The invention relates to a method for calibrating and controlling a screwing device with a hydraulic pump (3) and with a hydraulic ratchet screwdriver (12), the hydraulic ratchet screwdriver (12) having a double-acting hydraulic cylinder-piston drive. The hydraulic ratchet screwdriver (12) has been pre-calibrated to record screwdriver calibration data with which different working pressures in a working stroke chamber (17) are assigned tightening torques for a screwing process. According to the invention, at least one transponder (50) is permanently attached to the hydraulic ratchet screwdriver (12), in which the screwdriver calibration data are stored permanently and in a readable manner. With a controllable reading device (22a, 22b), screwdriver calibration data are read from the transponder (50) and transmitted to the pump control unit (4) The required working pressure is assigned and set on the pump control unit (4) of the hydraulic pump (3) before or at the start of the screwing process.

Description

The invention relates to a method for calibrating and controlling a screwing device according to the preamble of claim 1 and to an apparatus for carrying out the method according to the preamble of claim 11.

In a known method for calibrating and controlling a screwing device comprising a hydraulic pump and a hydraulic ratchet screwdriver ( EP 1 400 313 B1 ), the hydraulic ratchet wrench is driven by a double-action hydraulic cylinder-piston drive, wherein this has a piston displaceably guided in the hydraulic cylinder, with a ratchet operated piston rod led out of the hydraulic cylinder.

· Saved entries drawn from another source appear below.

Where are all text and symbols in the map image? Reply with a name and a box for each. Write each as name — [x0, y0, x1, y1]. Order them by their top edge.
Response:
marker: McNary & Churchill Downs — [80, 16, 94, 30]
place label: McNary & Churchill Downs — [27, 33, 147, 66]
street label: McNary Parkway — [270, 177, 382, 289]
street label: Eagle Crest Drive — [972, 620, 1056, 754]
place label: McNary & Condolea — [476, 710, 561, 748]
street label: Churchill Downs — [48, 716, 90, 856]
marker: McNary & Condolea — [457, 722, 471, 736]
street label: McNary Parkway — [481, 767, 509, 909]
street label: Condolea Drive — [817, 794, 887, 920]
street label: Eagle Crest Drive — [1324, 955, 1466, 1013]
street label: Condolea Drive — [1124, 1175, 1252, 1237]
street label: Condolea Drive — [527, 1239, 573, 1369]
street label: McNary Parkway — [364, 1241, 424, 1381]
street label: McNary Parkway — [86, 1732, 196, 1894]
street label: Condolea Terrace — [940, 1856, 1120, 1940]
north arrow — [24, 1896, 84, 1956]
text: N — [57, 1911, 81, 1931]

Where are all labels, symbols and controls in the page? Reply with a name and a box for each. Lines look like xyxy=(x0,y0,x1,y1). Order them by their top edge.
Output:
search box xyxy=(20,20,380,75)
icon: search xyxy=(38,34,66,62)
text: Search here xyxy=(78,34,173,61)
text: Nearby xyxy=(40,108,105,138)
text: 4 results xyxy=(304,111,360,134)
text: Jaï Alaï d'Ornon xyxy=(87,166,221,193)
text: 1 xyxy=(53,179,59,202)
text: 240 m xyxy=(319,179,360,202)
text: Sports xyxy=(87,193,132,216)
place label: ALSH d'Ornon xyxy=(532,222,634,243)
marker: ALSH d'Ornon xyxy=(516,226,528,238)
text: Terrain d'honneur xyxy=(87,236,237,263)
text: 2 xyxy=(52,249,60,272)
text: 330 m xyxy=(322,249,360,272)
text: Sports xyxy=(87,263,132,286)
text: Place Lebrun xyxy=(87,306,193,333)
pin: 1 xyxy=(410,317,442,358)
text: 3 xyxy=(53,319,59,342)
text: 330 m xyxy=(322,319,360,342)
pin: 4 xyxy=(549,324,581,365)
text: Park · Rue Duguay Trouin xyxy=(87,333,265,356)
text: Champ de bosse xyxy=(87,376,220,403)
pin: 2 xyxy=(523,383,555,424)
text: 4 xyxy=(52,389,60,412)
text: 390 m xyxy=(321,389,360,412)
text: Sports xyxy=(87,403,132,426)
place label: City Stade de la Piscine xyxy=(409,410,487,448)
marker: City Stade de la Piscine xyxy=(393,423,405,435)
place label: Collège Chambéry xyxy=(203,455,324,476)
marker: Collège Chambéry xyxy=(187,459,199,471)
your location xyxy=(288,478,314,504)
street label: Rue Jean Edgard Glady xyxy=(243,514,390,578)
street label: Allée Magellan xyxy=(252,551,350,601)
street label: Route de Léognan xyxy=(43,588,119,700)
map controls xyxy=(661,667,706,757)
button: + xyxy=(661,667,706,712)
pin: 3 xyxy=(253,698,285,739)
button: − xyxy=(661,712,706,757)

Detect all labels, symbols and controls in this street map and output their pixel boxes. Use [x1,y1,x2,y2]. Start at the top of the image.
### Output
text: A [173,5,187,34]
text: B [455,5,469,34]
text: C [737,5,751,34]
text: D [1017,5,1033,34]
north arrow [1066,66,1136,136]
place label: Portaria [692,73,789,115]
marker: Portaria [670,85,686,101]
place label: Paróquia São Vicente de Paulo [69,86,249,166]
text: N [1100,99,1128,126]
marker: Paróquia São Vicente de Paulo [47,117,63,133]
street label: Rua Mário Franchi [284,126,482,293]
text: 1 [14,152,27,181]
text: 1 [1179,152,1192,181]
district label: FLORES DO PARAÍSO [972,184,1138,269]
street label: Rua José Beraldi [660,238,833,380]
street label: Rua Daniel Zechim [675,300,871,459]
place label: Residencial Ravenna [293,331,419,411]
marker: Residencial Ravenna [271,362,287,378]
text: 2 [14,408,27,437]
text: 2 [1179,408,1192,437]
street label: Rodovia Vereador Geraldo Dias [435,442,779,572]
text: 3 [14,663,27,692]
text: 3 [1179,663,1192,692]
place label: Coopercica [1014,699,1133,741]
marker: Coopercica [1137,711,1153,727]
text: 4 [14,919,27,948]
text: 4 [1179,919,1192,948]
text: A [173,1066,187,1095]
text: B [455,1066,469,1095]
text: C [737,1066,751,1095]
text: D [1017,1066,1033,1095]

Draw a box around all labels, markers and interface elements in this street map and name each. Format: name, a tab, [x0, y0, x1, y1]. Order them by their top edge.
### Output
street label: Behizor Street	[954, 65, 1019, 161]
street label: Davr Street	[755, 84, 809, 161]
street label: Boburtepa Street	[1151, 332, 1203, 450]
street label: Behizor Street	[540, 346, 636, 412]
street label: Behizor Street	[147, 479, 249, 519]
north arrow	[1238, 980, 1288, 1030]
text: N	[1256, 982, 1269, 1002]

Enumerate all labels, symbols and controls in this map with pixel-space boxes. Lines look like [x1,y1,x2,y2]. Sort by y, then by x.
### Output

The hydraulic cylinder has a power stroke chamber as a high pressure chamber on a piston side and a return stroke chamber as a low pressure chamber on the piston side with the piston rod.

The hydraulic pump is connected to the working stroke chamber with a working-stroke chamber hydraulic oil passage and to the return stroke chamber with a return-stroke hydraulic oil passage. The hydraulic pump is controllable by means of a pump control unit.

In addition, the hydraulic ratchet wrench has been pre-calibrated to obtain screw calibration data that assigns tightening torques for a tightening operation to different working pressures in the working stroke chamber. Such a pre-calibration can be carried out, for example, with a precisely predetermined pump pressure in the working stroke chamber so that an associated tightening torque is measured and noted on a torque measuring device. Through measurements with different working pressures, the assignment between different working pressures and torques can then be recorded in tabular form or diagram form, whereby working pressures between 100 and 1200 N m are recorded, for example in a range from 100 to 700 bar. A corresponding document has hitherto been attached to each hydraulic ratchet wrench as a calibration data sheet and is thus part of a calibration of the entire screwing device from the hydraulic pump and the hydraulic ratchet wrench.

A screwing is thus previously performed so that a tightening torque is specified for a current screwing. After installing the hydraulic ratchet wrench on the fitting, the worker takes the working pressure associated with this tightening torque from the calibration data sheet and adjusts it to the hydraulic pump and / or monitors the pressure after the start of the tightening process.

• Die Schraubvorrichtung ist eine Kombination aus einer Hydraulikpumpe und einem Hydraulik-Ratschenschrauber, wobei dies weitgehend unabhängige Bauteile sind. Beispielsweise werden für unterschiedliche Schraubbedingungen unterschiedliche Hydraulik-Ratschenschrauber benötigt, insbesondere mit den Schraubbedingungen angepassten Größen und Drehmomentbereichen, sodass an derselben Hydraulikpumpe entsprechend unterschiedliche Hydraulik-Ratschenschrauber gewechselt und angeschlossen werden. Zudem ist es nicht erforderlich, dass die verwendeten Hydraulik-Ratschenschrauber und die eingesetzte Hydraulikpumpe vom gleichen Hersteller sind und aneinander von vornherein angepasst wurden. Ersichtlich muss somit ein Werker aufgrund des meist tabellarischen Kalibrierdatenblatts des aktuell an die Hydraulikpumpe angeschlossenen Hydraulik-Ratschenschraubers die Kalibrierung der gesamten Schraubvorrichtung und deren Steuerung vornehmen, wobei ersichtlich ein hoher Aufmerksamkeitsgrad erforderlich ist mit der Gefahr von Fehlbedienungen und Verwechslungen, die zu falschen Schraubergebnisses führen können.

This process has a number of problems and disadvantages:

• The screwing device is a combination of a hydraulic pump and a hydraulic ratchet wrench, these being largely independent components. For example, different hydraulic ratchet wrenches are required for different tightening conditions, in particular with the tightening conditions adapted sizes and Torque ranges, so that on the same hydraulic pump according to different hydraulic ratchet wrenches are changed and connected. In addition, it is not necessary that the hydraulic ratchet wrench used and the hydraulic pump used are from the same manufacturer and have been adapted to each other from the outset. Obviously, therefore, a worker has to calibrate the entire screwing device and its control based on the mostly tabular calibration data sheet of the currently connected to the hydraulic pump hydraulic ratchet wrench, which obviously requires a high degree of attention with the risk of incorrect operation and confusion, which can lead to incorrect tightening results ,

The object of the invention is therefore to propose a method for calibrating and controlling a screwing device with a hydraulic pump and a hydraulic ratchet wrench and a device for carrying out the method, wherein a screwing process is generally easier and safer to carry out.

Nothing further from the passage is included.